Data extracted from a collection

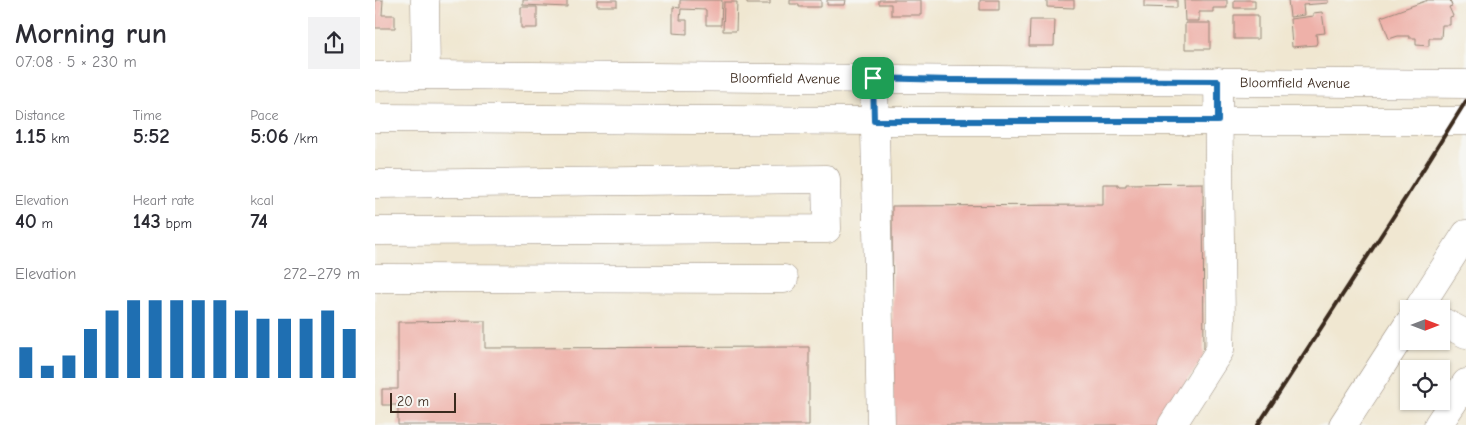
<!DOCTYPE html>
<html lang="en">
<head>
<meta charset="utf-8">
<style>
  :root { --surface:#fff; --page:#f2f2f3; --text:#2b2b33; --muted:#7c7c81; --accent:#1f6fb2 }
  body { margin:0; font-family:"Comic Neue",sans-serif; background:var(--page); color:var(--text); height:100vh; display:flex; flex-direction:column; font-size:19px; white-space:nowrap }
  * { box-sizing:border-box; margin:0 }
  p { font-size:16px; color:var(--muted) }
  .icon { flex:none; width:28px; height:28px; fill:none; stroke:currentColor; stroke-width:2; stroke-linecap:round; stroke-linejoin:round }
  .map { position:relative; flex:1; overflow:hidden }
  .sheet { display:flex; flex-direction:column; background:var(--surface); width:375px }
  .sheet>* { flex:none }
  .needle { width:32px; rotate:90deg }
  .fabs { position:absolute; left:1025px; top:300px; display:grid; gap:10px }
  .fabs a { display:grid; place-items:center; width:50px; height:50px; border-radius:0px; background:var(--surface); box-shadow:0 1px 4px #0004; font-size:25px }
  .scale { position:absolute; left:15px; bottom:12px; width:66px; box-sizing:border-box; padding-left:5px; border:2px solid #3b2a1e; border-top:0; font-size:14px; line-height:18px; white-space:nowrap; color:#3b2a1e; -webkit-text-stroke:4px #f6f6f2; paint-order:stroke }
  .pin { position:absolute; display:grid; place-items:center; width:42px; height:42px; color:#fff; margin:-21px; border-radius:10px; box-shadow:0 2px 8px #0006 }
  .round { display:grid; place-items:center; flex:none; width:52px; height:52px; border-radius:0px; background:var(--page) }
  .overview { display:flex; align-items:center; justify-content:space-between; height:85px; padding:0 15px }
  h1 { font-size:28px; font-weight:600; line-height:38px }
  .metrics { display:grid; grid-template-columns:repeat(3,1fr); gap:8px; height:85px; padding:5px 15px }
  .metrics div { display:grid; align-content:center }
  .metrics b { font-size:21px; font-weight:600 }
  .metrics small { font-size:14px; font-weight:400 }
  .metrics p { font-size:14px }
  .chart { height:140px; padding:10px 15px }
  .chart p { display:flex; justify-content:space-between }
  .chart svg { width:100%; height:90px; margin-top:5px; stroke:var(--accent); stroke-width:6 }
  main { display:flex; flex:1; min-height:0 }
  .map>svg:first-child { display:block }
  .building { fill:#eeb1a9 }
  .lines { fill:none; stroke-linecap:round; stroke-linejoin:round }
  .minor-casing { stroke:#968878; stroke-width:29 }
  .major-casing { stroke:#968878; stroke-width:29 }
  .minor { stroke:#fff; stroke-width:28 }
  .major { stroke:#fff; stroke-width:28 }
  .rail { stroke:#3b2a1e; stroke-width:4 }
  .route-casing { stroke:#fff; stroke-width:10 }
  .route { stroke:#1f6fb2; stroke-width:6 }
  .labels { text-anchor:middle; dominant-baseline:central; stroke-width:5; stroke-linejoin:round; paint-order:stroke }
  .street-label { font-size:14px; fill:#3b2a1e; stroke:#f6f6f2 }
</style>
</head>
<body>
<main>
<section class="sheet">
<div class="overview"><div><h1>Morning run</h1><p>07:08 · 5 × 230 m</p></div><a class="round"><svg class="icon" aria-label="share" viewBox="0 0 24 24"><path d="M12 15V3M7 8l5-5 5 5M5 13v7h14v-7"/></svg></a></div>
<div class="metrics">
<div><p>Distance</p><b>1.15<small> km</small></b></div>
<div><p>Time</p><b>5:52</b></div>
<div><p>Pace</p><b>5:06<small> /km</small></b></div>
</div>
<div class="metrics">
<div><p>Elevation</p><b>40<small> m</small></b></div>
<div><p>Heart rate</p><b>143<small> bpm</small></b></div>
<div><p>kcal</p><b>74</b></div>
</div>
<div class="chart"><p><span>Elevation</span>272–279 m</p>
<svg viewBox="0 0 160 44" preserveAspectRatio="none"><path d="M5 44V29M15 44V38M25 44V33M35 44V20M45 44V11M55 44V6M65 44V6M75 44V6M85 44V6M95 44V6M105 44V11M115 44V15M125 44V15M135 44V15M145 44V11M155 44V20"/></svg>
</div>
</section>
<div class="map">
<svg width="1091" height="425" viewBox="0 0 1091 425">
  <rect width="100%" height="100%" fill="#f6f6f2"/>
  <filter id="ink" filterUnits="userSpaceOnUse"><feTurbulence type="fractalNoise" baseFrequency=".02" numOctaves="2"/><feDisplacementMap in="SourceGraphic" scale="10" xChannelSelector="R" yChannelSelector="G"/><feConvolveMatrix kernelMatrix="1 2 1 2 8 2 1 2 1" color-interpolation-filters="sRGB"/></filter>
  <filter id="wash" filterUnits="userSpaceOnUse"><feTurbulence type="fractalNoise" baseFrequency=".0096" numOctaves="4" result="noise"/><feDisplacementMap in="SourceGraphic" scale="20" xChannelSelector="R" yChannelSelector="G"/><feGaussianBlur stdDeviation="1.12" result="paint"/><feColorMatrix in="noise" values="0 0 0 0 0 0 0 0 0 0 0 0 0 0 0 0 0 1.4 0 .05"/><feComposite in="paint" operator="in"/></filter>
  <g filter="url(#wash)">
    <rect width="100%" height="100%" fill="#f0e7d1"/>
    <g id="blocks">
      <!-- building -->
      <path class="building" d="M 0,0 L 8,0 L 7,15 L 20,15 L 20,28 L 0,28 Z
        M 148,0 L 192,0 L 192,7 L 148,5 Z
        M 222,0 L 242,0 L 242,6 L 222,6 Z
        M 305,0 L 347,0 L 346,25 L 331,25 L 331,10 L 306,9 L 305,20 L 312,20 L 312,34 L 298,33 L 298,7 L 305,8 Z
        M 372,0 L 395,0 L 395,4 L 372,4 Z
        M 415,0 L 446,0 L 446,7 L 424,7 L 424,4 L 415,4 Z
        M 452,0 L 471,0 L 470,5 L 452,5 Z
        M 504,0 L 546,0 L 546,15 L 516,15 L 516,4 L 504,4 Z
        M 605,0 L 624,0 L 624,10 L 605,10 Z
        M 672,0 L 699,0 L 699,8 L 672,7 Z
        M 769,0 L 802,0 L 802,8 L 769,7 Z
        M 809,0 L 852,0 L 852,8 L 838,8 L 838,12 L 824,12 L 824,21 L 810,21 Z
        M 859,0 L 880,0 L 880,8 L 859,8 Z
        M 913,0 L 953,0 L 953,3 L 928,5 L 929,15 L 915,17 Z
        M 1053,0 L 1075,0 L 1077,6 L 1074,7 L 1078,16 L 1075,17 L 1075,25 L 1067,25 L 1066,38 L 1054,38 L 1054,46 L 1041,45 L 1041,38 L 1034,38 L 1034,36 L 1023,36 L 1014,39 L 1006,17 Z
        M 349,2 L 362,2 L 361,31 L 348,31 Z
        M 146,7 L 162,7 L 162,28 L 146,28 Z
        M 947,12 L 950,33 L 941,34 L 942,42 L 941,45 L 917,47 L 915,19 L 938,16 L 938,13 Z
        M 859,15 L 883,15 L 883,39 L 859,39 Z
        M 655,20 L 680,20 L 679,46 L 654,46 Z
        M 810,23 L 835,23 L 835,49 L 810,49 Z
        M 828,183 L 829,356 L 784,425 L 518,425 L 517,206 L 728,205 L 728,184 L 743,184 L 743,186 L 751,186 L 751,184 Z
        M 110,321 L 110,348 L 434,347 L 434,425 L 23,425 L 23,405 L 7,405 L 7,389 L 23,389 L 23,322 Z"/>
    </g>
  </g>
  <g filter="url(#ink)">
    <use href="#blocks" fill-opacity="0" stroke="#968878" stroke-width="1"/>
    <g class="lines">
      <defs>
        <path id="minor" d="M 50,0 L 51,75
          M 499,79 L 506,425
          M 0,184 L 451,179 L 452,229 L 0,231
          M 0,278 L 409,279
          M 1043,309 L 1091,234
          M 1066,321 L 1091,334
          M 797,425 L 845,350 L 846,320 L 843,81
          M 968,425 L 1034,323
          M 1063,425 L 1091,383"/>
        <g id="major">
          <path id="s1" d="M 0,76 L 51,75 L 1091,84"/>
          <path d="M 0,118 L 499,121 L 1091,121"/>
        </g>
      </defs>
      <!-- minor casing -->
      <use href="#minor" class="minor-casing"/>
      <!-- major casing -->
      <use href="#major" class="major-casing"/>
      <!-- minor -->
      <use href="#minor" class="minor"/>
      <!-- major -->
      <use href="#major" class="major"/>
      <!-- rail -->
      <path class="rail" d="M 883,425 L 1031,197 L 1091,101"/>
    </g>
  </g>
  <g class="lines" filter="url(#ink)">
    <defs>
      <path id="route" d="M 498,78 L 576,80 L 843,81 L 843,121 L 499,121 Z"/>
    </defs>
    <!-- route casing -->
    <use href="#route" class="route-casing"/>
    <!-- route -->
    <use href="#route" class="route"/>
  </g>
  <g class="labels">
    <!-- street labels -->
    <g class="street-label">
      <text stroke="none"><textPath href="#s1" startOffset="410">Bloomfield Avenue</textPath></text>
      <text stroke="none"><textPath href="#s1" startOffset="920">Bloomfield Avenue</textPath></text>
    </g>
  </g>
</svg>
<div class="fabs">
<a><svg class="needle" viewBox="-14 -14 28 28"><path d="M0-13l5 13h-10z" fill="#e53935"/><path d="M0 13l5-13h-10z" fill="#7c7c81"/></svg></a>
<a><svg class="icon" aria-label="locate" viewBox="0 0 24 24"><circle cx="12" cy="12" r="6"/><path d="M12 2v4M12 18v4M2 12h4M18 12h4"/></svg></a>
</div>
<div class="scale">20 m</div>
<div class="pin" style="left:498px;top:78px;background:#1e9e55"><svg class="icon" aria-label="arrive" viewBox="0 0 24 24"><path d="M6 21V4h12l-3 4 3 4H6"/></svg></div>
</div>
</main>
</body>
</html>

EXERCISE GOAL ▸ In the entries above, copy each line that contains the string "direction".

EXERCISE ANSWER ▸
  body { margin:0; font-family:"Comic Neue",sans-serif; background:var(--page); color:var(--text); height:100vh; display:flex; flex-direction:column; font-size:19px; white-space:nowrap }
  .sheet { display:flex; flex-direction:column; background:var(--surface); width:375px }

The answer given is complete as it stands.